Task requirements: Could you please find each line in the records that contains the word "shaded" and copy it?

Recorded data
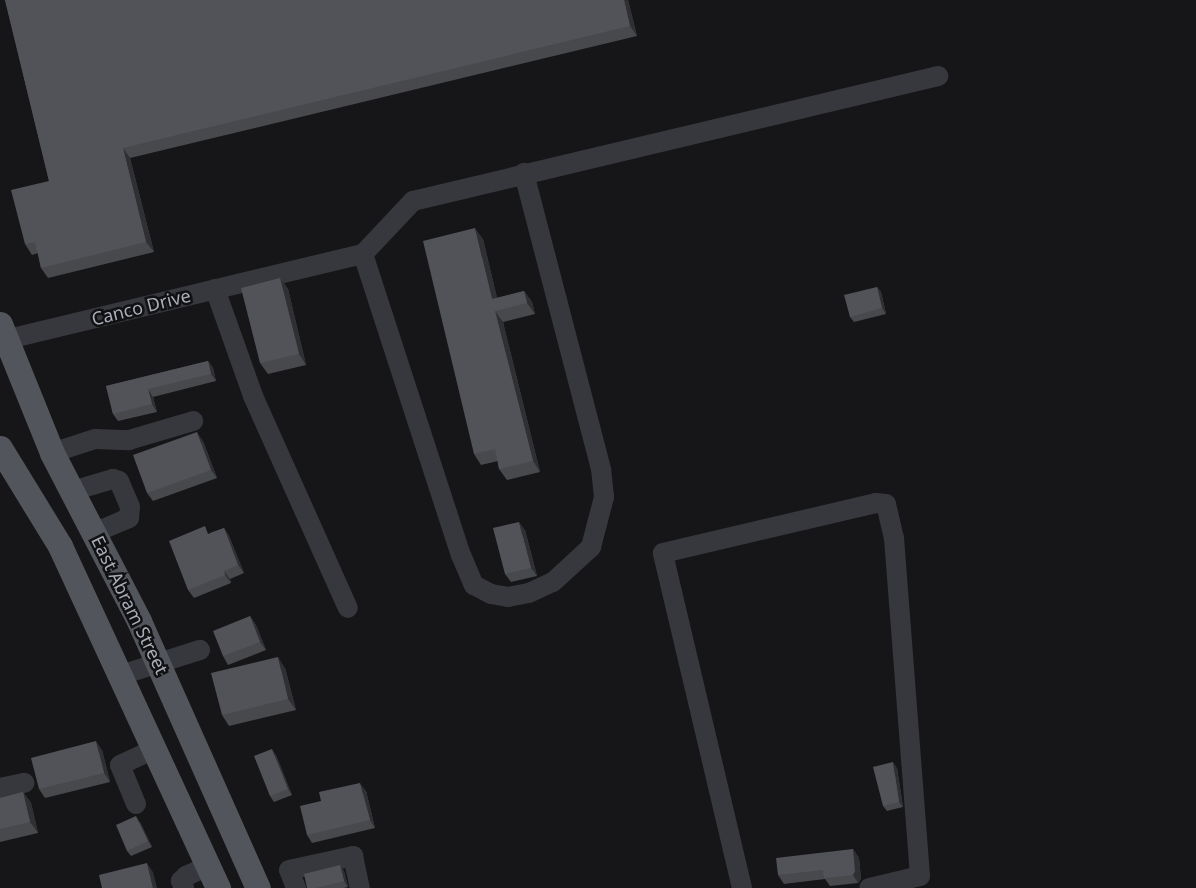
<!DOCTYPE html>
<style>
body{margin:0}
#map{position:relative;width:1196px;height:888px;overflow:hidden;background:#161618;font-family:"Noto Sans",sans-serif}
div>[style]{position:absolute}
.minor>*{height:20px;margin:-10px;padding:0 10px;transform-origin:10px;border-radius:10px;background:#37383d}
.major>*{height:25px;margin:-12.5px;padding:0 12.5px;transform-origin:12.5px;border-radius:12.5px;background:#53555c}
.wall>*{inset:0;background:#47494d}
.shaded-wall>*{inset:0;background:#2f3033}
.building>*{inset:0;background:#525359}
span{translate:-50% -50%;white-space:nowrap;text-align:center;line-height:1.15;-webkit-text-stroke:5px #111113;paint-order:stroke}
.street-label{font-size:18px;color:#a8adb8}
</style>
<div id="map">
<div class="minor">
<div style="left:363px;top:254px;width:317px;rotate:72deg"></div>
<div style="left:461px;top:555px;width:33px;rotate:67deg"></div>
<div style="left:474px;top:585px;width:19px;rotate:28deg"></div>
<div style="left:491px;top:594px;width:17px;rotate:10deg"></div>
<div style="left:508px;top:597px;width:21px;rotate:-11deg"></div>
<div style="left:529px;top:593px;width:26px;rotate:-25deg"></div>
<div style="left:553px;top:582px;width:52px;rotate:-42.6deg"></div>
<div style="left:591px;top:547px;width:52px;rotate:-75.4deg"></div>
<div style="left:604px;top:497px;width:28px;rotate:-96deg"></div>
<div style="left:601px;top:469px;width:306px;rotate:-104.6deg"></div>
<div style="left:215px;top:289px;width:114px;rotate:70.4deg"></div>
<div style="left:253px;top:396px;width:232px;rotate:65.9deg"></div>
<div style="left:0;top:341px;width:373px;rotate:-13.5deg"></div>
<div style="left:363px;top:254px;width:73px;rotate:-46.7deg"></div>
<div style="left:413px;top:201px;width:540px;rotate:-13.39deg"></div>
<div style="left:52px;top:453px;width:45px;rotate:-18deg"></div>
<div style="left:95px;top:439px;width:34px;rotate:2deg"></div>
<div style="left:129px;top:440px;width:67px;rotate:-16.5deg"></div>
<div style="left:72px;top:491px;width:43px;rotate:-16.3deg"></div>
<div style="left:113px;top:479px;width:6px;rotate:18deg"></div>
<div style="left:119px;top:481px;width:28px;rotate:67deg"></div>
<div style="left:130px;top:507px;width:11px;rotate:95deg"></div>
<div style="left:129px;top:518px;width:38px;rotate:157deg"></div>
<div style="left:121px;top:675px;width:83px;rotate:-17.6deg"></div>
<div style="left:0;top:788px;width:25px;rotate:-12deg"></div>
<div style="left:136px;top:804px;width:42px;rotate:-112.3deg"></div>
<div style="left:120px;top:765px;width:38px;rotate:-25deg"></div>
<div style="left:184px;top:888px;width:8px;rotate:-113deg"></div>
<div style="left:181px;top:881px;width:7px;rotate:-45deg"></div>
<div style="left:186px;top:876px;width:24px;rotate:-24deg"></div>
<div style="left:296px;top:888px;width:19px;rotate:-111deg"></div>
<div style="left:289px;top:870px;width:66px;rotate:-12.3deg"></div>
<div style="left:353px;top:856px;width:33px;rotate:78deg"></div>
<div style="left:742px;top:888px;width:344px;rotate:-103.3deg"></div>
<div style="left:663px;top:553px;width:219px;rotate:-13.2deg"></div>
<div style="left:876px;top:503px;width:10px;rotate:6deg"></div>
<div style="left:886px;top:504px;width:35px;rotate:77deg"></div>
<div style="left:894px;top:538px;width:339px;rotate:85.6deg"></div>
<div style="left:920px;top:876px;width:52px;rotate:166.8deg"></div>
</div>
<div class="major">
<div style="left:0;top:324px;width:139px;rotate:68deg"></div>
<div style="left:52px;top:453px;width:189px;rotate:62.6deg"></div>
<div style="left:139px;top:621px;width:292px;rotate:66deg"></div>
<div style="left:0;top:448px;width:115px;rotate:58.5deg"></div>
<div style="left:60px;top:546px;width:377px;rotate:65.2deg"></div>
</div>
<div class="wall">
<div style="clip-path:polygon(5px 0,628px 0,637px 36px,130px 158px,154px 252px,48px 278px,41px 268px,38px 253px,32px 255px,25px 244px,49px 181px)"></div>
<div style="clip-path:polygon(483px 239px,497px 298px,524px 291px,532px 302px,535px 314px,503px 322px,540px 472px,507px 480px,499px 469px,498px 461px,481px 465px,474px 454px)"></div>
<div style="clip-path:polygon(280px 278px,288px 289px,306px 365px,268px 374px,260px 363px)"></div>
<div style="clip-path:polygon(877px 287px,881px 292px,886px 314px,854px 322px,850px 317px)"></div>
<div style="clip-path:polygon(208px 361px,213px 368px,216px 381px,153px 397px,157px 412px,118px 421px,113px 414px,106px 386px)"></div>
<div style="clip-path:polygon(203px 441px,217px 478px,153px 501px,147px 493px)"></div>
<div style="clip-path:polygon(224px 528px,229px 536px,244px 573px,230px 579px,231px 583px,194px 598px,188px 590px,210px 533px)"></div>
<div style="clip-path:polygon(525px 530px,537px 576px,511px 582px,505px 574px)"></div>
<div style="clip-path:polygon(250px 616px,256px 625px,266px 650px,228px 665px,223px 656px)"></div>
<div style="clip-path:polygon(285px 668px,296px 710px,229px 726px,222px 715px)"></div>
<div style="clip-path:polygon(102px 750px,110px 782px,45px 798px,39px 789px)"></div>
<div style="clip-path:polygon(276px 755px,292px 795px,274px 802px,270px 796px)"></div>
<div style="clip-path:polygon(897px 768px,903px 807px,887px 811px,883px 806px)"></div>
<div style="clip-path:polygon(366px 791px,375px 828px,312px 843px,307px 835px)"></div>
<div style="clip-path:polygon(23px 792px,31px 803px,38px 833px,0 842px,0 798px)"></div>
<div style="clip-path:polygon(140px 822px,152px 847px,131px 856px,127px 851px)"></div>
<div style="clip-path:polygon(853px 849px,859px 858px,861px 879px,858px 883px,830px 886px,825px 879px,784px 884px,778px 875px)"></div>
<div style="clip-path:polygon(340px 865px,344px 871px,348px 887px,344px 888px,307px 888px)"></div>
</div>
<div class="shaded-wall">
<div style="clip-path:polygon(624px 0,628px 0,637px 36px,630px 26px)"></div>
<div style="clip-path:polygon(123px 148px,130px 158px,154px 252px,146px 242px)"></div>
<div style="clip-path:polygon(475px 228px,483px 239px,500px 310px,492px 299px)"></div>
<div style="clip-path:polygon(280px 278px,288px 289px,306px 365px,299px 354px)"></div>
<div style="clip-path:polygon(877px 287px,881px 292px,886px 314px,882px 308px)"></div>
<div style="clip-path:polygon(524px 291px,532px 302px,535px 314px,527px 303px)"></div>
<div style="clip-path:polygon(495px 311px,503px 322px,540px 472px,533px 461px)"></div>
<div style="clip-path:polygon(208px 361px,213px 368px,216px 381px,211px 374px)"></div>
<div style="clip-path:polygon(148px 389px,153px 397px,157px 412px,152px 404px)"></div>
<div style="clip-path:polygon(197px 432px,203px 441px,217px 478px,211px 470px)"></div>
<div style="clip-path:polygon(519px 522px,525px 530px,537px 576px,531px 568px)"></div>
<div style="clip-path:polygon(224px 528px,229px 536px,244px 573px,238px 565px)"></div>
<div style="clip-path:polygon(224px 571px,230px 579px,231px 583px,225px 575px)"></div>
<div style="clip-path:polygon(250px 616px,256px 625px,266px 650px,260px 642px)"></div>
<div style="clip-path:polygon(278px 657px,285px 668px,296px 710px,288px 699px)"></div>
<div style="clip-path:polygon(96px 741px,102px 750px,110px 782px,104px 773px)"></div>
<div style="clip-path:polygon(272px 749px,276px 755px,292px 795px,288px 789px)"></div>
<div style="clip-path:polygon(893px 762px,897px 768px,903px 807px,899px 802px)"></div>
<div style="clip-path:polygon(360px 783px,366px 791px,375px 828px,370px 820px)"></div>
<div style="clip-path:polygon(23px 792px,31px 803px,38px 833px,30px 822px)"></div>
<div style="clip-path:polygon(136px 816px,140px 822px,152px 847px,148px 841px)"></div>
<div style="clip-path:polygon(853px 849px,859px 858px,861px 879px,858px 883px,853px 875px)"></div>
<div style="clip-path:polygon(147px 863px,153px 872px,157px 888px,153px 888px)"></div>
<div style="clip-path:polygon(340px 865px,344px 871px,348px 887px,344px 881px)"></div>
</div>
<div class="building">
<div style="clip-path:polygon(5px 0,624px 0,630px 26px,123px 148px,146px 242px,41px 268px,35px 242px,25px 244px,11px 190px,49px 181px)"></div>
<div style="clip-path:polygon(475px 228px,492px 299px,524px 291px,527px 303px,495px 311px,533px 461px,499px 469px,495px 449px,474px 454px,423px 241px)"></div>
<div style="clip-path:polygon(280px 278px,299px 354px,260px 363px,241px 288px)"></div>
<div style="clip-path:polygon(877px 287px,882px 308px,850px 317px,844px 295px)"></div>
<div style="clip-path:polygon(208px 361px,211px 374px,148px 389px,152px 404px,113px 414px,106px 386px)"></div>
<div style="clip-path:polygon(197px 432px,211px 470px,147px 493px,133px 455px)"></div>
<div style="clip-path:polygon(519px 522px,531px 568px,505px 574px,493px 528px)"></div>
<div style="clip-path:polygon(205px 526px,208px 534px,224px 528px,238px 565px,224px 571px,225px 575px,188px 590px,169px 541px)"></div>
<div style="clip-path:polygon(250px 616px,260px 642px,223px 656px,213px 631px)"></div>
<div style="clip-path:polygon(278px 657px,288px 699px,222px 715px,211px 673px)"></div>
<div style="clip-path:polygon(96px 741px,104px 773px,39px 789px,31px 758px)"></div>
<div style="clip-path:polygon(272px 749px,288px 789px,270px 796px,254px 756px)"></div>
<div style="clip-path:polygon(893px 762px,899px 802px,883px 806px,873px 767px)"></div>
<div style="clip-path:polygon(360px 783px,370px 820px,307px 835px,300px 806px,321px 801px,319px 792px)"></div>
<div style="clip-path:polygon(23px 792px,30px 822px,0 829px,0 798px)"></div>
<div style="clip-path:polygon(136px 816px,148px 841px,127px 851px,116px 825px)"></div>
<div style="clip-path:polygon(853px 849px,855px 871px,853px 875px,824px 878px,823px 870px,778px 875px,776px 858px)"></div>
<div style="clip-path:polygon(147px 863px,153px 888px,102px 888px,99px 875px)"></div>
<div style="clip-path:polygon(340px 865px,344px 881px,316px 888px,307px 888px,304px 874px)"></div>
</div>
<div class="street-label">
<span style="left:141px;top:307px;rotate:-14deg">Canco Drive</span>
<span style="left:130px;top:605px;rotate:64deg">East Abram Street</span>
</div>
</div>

Result of this exercise:
.shaded-wall>*{inset:0;background:#2f3033}
<div class="shaded-wall">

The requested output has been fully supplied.